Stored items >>

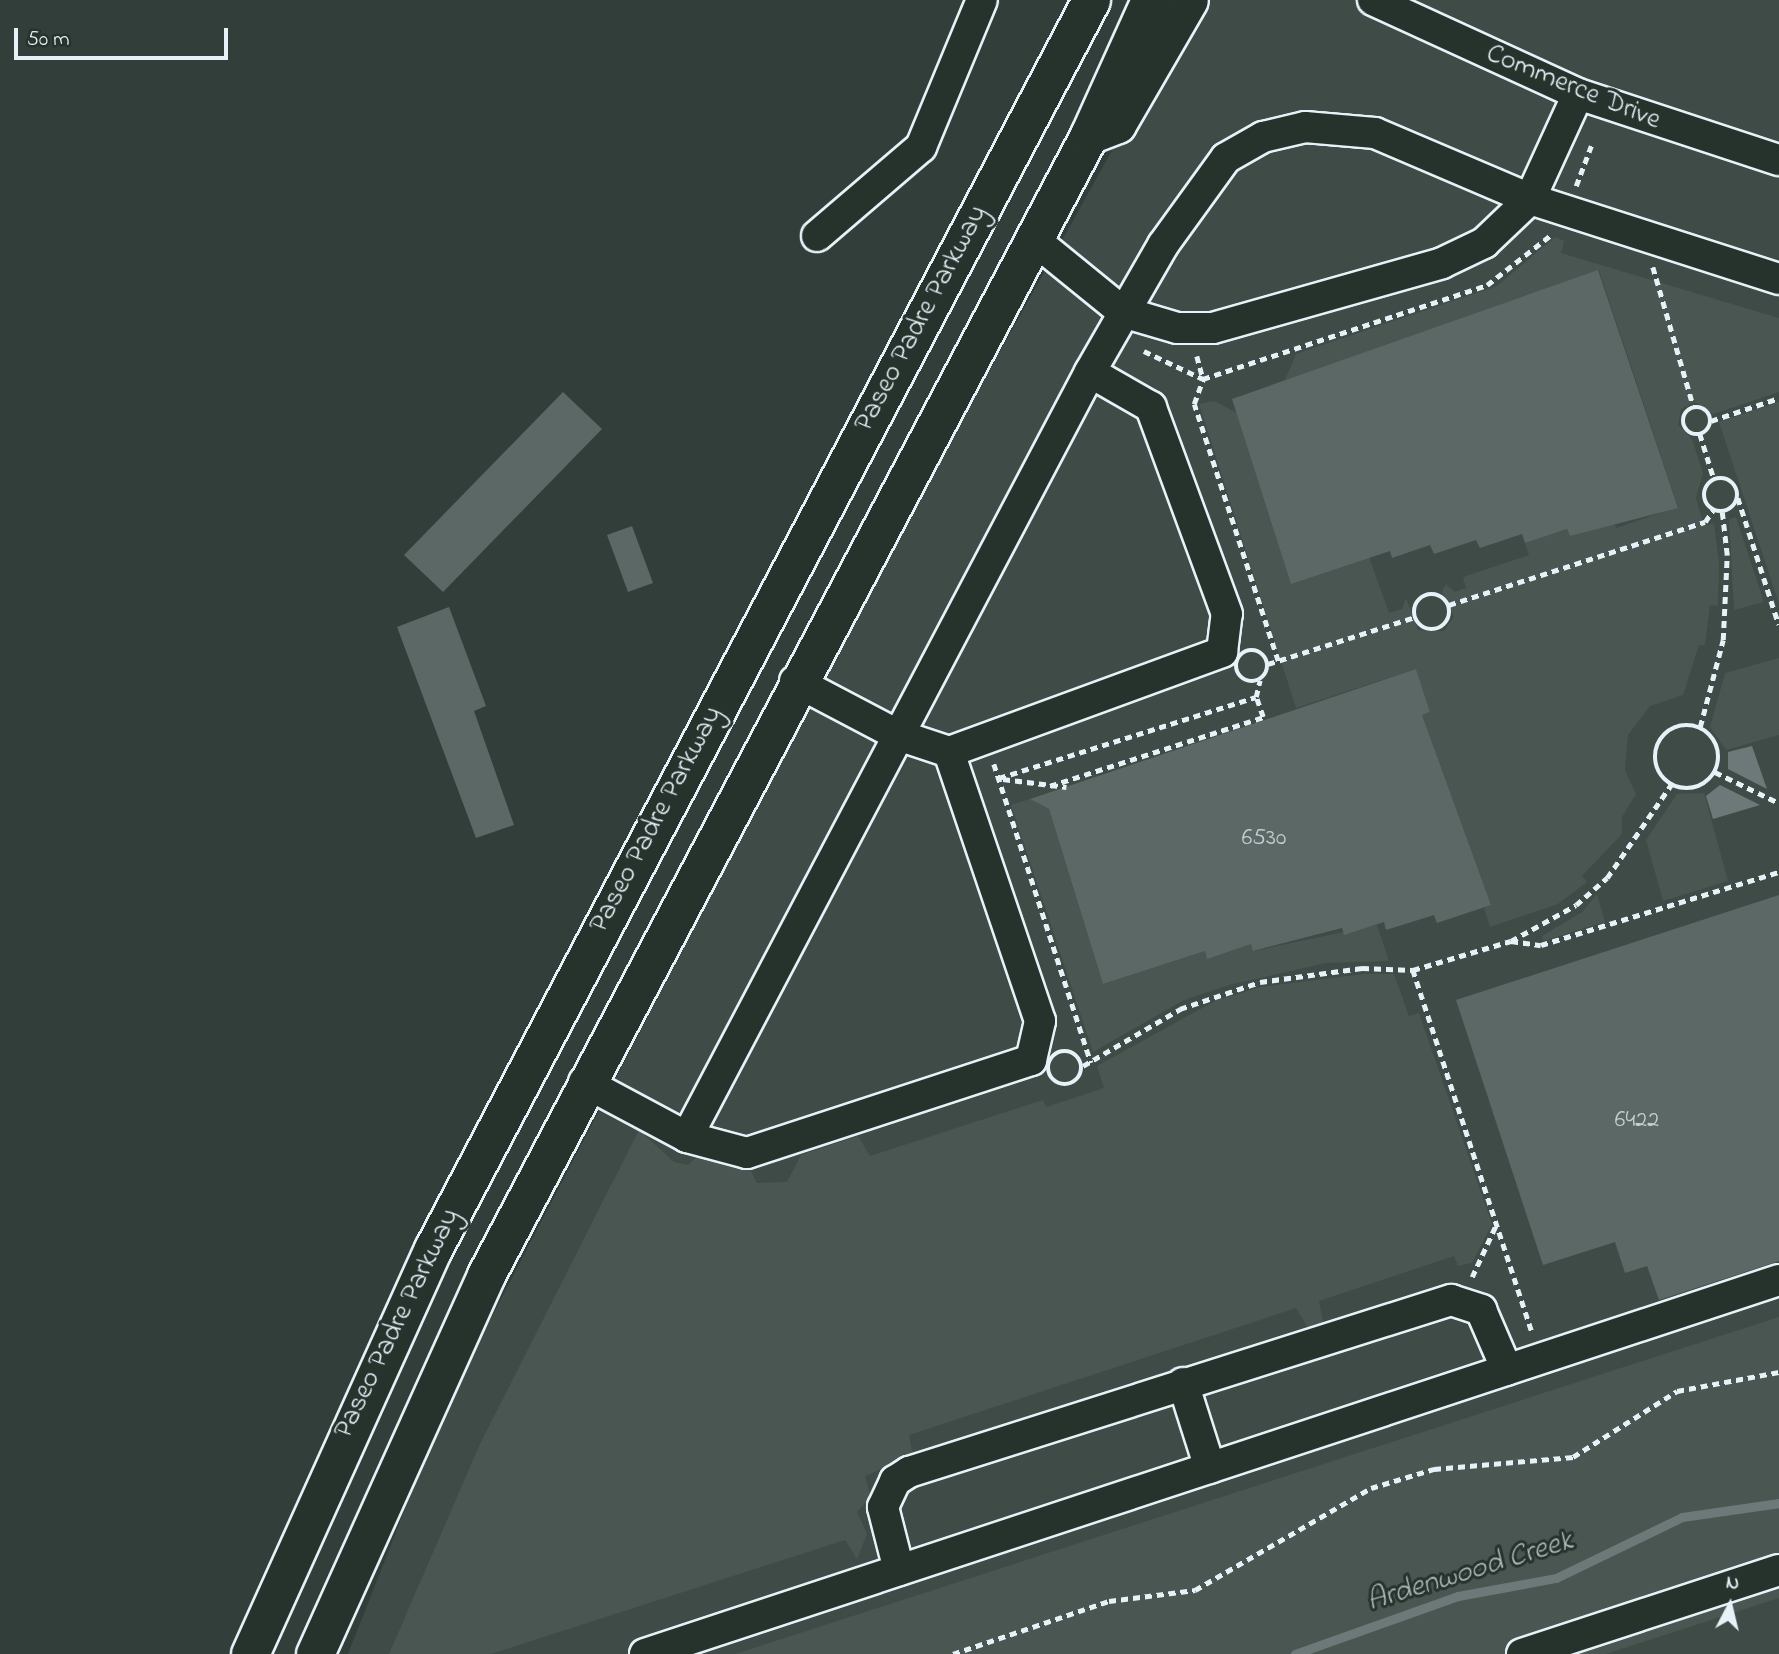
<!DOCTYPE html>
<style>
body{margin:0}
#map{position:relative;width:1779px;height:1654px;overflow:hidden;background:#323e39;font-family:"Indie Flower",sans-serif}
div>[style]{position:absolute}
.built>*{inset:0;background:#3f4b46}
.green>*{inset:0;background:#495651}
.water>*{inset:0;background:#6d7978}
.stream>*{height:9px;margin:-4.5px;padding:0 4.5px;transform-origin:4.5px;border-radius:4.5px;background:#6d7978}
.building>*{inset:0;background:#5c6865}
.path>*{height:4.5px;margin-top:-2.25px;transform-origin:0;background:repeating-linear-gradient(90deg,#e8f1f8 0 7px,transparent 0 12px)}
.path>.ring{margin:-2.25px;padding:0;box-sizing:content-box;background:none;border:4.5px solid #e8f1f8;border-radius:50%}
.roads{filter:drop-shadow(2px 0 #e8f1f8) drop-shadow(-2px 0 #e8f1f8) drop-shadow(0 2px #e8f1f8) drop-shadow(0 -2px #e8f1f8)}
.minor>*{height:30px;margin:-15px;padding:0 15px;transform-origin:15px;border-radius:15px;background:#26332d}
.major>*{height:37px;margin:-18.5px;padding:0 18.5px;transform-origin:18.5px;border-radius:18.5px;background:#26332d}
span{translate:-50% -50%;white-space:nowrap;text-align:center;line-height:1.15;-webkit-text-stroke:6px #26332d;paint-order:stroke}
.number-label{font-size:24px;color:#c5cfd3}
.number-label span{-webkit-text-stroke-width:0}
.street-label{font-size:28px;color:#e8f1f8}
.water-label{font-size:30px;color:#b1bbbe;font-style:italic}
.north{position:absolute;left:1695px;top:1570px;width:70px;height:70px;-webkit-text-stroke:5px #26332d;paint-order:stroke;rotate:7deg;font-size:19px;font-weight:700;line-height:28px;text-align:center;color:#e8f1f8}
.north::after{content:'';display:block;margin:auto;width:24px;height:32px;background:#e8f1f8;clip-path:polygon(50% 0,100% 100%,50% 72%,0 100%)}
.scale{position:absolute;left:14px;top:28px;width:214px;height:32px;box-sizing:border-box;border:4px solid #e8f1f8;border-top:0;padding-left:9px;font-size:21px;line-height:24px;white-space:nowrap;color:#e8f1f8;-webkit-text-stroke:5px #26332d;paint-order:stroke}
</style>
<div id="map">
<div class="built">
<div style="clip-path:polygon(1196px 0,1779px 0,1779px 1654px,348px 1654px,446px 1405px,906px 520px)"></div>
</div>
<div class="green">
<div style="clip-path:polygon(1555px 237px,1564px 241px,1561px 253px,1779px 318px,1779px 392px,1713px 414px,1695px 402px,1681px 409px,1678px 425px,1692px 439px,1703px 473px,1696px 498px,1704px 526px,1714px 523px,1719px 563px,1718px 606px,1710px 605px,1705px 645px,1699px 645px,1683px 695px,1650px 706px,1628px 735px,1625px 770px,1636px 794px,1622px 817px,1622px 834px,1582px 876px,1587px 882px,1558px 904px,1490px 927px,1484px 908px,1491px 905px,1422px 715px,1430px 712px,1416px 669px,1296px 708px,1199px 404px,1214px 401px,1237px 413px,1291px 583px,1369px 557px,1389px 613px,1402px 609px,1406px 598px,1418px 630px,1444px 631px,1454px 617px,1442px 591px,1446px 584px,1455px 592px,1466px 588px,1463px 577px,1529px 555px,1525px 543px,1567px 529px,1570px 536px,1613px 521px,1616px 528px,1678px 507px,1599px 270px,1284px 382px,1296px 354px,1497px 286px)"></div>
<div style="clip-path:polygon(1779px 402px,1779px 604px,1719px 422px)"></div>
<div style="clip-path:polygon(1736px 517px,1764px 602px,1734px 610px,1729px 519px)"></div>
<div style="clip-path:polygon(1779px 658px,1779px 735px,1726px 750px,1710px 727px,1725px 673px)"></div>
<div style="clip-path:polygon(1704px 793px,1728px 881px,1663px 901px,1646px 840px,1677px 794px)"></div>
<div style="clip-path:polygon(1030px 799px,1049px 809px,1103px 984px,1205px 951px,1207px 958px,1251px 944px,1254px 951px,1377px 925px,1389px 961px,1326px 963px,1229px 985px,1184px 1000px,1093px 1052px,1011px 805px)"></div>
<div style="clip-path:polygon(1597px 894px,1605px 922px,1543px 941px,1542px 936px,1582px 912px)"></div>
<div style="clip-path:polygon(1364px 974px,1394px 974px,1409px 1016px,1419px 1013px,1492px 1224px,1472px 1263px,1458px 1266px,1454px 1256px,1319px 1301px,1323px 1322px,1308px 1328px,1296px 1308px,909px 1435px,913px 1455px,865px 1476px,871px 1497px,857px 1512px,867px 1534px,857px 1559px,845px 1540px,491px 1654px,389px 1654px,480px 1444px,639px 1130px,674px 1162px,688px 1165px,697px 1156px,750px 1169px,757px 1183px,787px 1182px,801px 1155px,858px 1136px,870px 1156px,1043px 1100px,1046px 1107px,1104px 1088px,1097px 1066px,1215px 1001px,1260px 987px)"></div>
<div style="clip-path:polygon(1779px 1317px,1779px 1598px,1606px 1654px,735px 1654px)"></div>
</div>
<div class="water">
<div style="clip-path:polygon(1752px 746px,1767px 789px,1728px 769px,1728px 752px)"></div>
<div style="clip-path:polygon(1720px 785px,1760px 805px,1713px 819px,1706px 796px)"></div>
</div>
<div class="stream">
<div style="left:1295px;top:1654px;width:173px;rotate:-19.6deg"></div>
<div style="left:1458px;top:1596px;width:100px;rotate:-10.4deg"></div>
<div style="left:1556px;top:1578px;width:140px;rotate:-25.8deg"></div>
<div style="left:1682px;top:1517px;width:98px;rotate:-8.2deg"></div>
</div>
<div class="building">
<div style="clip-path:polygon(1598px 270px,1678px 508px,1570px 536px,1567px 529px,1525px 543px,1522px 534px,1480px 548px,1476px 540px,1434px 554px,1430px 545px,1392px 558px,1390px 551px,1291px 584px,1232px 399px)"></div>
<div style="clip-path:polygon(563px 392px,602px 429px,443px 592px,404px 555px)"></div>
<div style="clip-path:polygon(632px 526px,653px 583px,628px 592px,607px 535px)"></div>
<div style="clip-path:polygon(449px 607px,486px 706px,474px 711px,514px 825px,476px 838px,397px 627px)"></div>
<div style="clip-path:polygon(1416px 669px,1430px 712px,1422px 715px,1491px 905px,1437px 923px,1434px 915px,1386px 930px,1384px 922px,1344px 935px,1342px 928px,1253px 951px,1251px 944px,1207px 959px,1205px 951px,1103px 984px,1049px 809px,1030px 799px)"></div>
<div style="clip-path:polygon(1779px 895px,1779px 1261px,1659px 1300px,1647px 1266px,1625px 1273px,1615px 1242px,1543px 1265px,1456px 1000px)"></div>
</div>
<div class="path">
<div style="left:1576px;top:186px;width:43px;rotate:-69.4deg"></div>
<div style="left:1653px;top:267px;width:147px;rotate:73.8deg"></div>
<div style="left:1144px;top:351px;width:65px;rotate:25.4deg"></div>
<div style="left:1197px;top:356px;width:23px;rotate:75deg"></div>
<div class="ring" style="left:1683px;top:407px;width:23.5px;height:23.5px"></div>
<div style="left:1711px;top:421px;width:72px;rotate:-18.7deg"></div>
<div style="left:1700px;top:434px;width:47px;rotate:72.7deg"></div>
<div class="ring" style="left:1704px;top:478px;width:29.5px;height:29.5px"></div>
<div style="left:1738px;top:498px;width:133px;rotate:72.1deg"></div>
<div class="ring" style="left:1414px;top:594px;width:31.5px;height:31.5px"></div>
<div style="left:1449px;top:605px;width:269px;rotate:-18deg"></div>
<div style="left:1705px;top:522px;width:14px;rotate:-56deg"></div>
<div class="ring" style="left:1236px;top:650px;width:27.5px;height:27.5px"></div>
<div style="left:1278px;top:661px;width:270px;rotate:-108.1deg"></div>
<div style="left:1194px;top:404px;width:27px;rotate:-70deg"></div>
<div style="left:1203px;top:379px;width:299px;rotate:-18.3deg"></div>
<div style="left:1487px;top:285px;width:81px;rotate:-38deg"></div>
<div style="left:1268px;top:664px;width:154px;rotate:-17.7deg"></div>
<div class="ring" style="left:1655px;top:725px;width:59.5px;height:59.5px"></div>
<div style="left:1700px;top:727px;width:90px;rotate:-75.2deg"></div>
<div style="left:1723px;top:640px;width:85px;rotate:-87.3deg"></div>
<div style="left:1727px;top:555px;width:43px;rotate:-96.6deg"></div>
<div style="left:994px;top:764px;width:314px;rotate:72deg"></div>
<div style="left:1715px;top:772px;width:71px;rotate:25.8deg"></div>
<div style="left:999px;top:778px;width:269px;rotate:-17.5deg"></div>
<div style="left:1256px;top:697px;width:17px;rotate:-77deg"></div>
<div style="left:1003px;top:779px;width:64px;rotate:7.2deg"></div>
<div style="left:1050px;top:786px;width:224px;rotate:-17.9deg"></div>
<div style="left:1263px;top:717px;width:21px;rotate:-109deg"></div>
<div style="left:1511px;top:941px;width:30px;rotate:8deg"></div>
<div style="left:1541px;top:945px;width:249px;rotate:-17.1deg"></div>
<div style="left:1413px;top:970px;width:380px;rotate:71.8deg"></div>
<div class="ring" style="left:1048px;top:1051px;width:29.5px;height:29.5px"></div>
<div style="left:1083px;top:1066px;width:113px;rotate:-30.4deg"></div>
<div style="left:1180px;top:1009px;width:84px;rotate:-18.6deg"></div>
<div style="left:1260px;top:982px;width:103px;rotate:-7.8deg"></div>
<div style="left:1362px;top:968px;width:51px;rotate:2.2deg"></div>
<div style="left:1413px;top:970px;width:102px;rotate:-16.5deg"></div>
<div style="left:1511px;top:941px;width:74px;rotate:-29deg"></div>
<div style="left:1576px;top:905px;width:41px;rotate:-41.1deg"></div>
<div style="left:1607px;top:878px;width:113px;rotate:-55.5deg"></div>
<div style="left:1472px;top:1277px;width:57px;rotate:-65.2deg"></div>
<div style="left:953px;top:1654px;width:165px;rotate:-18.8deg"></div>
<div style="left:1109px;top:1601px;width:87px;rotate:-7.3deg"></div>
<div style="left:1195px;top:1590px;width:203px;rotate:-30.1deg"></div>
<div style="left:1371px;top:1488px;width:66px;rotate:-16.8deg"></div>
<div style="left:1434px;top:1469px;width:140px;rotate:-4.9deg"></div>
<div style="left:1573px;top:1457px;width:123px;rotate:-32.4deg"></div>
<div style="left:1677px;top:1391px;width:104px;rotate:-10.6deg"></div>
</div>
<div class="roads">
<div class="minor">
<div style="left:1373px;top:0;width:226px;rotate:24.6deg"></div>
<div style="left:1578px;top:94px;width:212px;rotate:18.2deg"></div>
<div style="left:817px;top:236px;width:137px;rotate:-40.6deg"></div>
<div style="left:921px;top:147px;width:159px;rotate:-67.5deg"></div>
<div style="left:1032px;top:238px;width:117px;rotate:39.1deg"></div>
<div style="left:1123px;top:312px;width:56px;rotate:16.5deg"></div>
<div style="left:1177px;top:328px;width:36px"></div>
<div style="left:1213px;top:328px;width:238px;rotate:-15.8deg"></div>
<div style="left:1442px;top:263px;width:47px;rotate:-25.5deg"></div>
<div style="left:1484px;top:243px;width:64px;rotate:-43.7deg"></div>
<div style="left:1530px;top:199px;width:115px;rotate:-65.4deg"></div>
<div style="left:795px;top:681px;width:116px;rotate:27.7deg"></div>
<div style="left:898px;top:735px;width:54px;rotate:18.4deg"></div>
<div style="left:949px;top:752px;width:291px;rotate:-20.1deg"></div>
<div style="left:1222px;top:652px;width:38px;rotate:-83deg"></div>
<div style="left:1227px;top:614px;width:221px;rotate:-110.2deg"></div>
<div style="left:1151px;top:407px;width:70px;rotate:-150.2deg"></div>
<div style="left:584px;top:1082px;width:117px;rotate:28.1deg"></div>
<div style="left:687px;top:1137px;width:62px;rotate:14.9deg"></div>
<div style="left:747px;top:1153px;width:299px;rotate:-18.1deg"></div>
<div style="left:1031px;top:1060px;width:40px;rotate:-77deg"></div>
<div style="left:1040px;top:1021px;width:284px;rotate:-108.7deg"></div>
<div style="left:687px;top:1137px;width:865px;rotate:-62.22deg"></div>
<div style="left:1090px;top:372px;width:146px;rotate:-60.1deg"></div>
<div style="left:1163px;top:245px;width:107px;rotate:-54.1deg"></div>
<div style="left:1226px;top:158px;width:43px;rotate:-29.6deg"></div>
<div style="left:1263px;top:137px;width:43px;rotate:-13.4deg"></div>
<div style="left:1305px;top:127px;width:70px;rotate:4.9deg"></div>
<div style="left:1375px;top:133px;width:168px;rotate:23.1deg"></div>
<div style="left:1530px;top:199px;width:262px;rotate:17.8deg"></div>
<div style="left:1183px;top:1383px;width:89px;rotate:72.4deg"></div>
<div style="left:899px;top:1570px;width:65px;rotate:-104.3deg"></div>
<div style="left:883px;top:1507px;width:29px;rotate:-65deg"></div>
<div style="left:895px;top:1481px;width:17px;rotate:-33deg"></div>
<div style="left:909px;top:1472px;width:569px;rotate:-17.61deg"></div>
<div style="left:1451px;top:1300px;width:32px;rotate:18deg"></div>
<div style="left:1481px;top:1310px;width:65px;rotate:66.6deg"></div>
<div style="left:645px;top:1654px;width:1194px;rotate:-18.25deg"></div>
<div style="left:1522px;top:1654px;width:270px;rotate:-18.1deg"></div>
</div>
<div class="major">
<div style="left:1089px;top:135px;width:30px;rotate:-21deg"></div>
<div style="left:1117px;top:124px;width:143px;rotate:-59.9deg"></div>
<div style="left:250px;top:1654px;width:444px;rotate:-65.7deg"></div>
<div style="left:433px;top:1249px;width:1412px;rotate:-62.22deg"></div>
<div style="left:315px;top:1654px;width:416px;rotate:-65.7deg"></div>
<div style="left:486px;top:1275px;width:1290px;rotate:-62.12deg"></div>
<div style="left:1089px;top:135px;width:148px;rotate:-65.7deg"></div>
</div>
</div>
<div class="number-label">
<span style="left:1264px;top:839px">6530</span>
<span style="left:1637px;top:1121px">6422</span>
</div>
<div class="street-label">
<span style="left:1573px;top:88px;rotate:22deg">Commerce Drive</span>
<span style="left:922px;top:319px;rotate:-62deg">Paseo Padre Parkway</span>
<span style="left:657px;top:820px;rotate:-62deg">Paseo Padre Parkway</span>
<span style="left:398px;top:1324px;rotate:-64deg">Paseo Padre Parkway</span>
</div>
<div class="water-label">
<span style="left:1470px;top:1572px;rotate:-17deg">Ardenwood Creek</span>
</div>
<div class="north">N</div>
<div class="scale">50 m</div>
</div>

ABOUT THIS TASK >> Copy each line from the entries above that has the word "stream" in it.

RESULT >>
.stream>*{height:9px;margin:-4.5px;padding:0 4.5px;transform-origin:4.5px;border-radius:4.5px;background:#6d7978}
<div class="stream">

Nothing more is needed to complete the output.